High-resolution CTCF footprinting reveals impact of chromatin state on cohesin extrusion

Abstract

Cohesin-mediated DNA loop extrusion enables gene regulation by distal enhancers through the establishment of chromosome structure and long-range enhancer-promoter interactions. The best characterized cohesin-related structures, such as topologically associating domains (TADs) anchored at convergent CTCF binding sites, represent static conformations. Consequently, loop extrusion dynamics remain poorly understood. To better characterize static and dynamically extruding chromatin loop structures, we use MNase-based 3D genome assays to simultaneously determine CTCF and cohesin localization as well as the 3D contacts they mediate. Here we present CTCF Analyzer (with) Multinomial Estimation (CAMEL), a tool that identifies CTCF footprints at near base-pair resolution in CTCF MNase HiChiP. We also use Region Capture Micro-C to identify a CTCF-adjacent footprint that is attributed to cohesin occupancy. We leverage this substantial advance in resolution to determine that the fully extruded (CTCF-CTCF loop) state is rare genome-wide with locus-specific variation from ~1-10%. We further investigate the impact of chromatin state on loop extrusion dynamics and find that active regulatory elements impede cohesin extrusion.
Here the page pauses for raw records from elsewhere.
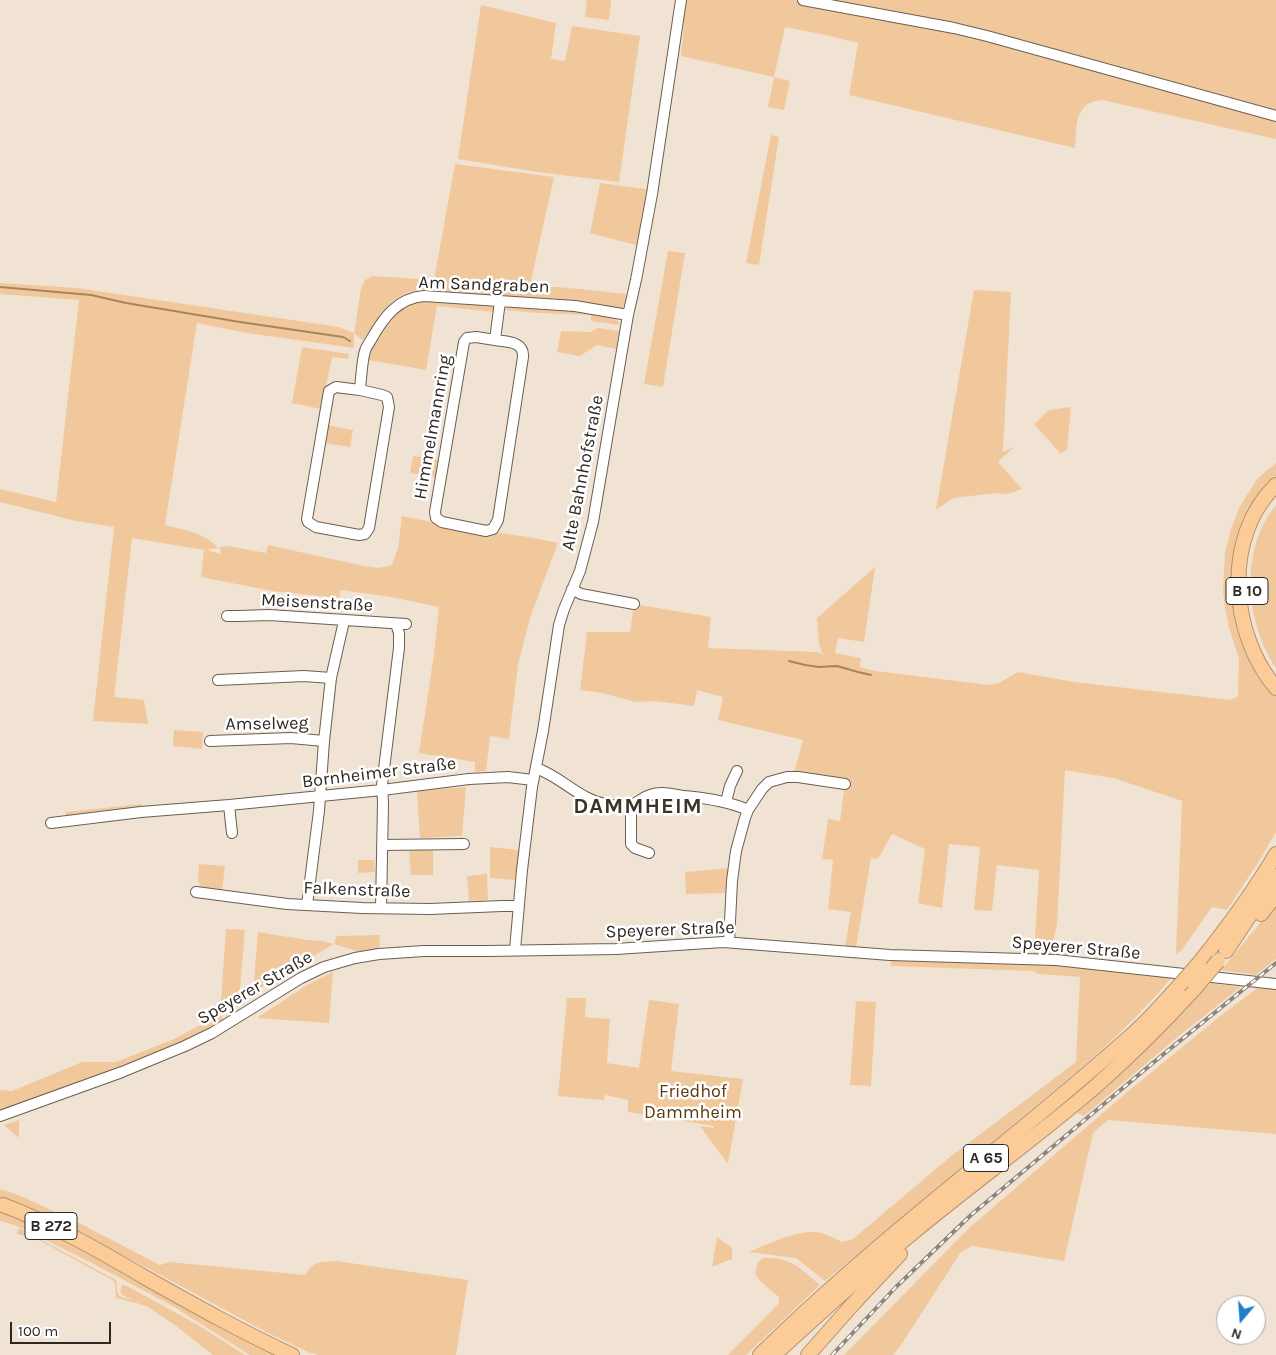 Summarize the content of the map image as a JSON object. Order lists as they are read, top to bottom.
{
  "streets": {
    "highway": ["B 10", "A 65", "B 272"],
    "street": [
      "Am Sandgraben",
      "Himmelmannring",
      "Alte Bahnhofstraße",
      "Meisenstraße",
      "Amselweg",
      "Bornheimer Straße",
      "Falkenstraße",
      "Speyerer Straße"
    ]
  },
  "crossings": [
    ["Am Sandgraben", "Alte Bahnhofstraße"],
    ["Alte Bahnhofstraße", "Bornheimer Straße"],
    ["Alte Bahnhofstraße", "Falkenstraße"],
    ["Alte Bahnhofstraße", "Speyerer Straße"],
    ["Meisenstraße", "Bornheimer Straße"]
  ],
  "districts": ["DAMMHEIM"],
  "parks": ["Friedhof Dammheim"],
  "scale_bar": "100 m",
  "north": "bottom"
}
These findings support a model of topological regulation whereby the transient, partially extruded state facilitates enhancer-promoter contacts that can regulate transcription.
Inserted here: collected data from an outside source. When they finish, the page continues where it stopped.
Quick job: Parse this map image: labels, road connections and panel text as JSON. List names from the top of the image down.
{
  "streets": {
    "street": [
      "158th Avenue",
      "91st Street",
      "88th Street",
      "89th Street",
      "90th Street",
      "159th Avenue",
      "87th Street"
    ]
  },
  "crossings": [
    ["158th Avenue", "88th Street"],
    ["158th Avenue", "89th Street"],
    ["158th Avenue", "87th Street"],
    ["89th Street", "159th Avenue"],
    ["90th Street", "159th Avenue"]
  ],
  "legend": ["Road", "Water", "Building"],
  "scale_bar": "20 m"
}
Fig. 1. MNase CTCF HiChIP data contains short (~<80 bp) CTCF-protected fragments and longer (~>120 bp) nucleosome-protected fragments.

A Schematic illustrating relationship between short fragments and observed ligations. B Schematic illustrating how the fragment length results from MNase cutting around bound proteins of different sizes. Created in BioRender. Aryee, M. (2025) https://BioRender.com/g98u240C Fragment length distribution for all fragments (top plot) and fragments overlapping occupied CTCF motifs (lower plot). Occupied CTCF motifs are defined here as CTCF motifs within 30 bp of a CTCF ChIP-seq peak summit. D Bar plot quantifying the frequency of different fragment lengths genome-wide and how often each fragment length group overlaps an occupied CTCF motif. Occupied CTCF motifs are defined here as CTCF motifs within 30 bp of a CTCF ChIP-seq peak summit. E Fragment coverage metaplot +/− 500 bp around CTCF binding sites. Schematic below the coverage metaplot illustrates the likely proteins producing these peaks. Schematic created in BioRender. Aryee, M. (2025) https://BioRender.com/g98u240 (F) Plot (E) stratified by fragment length.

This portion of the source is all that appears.